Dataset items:
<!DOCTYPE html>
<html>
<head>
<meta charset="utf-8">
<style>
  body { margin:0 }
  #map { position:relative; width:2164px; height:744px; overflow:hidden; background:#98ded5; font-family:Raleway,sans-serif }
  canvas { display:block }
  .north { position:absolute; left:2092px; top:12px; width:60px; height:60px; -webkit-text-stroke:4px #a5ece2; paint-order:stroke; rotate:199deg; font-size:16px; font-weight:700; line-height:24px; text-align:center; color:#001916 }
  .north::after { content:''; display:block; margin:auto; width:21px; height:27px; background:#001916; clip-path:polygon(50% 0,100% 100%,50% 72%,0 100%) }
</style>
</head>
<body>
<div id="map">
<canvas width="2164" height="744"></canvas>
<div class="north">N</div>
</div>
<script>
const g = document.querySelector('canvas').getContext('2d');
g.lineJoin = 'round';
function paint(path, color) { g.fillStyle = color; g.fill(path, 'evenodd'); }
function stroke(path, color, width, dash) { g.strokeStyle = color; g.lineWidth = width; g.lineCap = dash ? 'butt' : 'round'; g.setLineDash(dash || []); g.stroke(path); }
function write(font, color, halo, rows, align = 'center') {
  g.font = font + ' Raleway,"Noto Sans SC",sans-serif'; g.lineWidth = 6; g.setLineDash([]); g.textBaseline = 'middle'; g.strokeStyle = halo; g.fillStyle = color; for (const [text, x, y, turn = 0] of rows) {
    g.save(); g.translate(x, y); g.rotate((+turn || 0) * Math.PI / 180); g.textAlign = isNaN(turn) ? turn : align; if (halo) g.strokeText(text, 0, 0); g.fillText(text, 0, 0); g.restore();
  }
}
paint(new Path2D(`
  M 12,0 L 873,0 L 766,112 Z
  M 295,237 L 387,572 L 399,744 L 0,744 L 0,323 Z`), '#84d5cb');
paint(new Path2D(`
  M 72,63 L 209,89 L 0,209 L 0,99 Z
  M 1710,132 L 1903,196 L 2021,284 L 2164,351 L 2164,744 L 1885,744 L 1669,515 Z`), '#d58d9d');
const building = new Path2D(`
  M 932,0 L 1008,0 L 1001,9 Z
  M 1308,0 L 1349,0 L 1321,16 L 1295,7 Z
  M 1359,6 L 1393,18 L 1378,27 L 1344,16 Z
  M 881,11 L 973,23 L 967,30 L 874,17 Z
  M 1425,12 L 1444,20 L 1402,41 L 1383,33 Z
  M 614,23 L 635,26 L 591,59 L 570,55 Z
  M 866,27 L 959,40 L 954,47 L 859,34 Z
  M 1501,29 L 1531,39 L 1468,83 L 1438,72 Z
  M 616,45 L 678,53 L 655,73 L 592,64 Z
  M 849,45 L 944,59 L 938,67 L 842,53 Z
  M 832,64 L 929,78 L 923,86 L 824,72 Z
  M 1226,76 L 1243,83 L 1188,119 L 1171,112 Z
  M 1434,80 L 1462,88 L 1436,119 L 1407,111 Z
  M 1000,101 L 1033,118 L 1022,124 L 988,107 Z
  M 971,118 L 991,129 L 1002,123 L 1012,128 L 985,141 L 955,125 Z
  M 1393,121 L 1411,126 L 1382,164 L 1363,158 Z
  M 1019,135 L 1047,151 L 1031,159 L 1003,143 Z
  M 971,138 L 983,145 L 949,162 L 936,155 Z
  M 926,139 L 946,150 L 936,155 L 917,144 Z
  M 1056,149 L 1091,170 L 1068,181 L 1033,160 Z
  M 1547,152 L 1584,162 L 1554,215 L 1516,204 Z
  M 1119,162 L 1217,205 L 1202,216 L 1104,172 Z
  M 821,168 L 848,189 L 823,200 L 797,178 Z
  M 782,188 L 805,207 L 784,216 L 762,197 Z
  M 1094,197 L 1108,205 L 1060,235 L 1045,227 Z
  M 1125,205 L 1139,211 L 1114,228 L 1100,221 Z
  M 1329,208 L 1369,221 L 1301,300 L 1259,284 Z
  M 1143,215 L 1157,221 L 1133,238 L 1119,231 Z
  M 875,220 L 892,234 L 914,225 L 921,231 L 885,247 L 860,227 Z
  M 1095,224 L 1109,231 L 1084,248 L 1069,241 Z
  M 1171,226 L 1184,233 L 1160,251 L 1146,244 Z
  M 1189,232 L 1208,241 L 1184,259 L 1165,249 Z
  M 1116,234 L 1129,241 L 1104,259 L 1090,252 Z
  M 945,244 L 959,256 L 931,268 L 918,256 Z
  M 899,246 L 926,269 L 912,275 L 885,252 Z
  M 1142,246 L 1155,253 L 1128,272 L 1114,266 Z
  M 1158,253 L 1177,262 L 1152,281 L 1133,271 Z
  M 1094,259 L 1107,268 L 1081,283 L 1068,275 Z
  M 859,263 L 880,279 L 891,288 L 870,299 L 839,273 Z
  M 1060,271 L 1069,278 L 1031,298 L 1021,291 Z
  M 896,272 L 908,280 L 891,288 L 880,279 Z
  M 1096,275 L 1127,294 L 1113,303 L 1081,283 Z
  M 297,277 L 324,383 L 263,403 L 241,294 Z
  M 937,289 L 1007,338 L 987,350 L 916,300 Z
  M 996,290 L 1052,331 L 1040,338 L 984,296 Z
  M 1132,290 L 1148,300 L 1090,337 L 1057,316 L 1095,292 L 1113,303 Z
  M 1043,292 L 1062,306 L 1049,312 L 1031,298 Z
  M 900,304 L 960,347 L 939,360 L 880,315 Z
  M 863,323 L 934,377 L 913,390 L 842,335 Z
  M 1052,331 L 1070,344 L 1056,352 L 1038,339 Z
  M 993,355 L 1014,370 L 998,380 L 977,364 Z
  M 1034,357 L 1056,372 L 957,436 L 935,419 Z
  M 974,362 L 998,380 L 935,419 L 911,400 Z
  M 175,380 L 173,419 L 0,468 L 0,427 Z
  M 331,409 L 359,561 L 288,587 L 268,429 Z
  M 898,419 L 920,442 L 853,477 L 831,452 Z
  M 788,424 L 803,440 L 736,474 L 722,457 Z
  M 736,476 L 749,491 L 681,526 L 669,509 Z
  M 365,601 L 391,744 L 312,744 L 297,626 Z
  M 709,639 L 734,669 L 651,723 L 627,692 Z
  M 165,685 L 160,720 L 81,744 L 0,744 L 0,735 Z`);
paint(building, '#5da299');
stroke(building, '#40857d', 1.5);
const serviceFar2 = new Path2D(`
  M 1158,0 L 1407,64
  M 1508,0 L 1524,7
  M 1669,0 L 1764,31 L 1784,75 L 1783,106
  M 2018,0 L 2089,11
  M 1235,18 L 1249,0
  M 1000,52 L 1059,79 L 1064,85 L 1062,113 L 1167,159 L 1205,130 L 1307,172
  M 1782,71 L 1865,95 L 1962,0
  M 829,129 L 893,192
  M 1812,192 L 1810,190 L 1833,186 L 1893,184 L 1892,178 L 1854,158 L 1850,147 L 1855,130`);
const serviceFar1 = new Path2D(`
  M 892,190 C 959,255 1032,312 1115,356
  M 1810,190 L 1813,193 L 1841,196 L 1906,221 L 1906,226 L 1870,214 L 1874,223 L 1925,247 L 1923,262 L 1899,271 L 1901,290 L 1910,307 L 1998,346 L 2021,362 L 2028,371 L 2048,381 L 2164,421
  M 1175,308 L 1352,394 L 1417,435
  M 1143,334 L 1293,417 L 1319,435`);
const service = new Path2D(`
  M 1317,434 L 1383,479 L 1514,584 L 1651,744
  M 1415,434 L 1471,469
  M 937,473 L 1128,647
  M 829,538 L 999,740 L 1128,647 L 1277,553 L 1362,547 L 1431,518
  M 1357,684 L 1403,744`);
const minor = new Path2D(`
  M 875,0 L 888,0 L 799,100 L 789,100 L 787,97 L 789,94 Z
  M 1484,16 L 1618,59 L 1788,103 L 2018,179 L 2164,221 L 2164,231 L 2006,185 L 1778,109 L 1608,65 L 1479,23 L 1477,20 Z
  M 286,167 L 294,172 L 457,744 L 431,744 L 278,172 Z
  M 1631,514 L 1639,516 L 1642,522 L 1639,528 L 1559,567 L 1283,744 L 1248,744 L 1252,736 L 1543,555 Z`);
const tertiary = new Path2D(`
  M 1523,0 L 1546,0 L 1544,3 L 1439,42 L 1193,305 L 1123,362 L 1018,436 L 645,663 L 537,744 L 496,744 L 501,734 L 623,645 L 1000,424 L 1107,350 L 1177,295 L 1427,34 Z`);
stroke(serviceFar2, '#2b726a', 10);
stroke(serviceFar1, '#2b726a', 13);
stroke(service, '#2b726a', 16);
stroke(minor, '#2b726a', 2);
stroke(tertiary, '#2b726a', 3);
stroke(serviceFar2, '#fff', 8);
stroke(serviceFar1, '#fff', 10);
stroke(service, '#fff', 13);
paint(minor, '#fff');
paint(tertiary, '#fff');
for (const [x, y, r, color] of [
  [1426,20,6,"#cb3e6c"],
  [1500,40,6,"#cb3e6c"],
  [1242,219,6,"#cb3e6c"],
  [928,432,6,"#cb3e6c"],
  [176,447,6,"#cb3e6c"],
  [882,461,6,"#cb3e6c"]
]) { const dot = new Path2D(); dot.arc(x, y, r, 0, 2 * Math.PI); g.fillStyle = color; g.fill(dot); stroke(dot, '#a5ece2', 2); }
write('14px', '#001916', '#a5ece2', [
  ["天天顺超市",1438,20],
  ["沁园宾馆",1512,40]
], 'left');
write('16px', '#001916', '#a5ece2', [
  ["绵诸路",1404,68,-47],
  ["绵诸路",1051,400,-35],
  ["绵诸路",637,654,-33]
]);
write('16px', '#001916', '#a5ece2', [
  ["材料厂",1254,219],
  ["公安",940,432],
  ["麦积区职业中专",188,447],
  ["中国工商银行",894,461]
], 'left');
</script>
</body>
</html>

§ **What the task asks**
Each line of the data that holds "rows" should be copied.

§ **Result for this exercise**
function write(font, color, halo, rows, align = 'center') {
  g.font = font + ' Raleway,"Noto Sans SC",sans-serif'; g.lineWidth = 6; g.setLineDash([]); g.textBaseline = 'middle'; g.strokeStyle = halo; g.fillStyle = color; for (const [text, x, y, turn = 0] of rows) {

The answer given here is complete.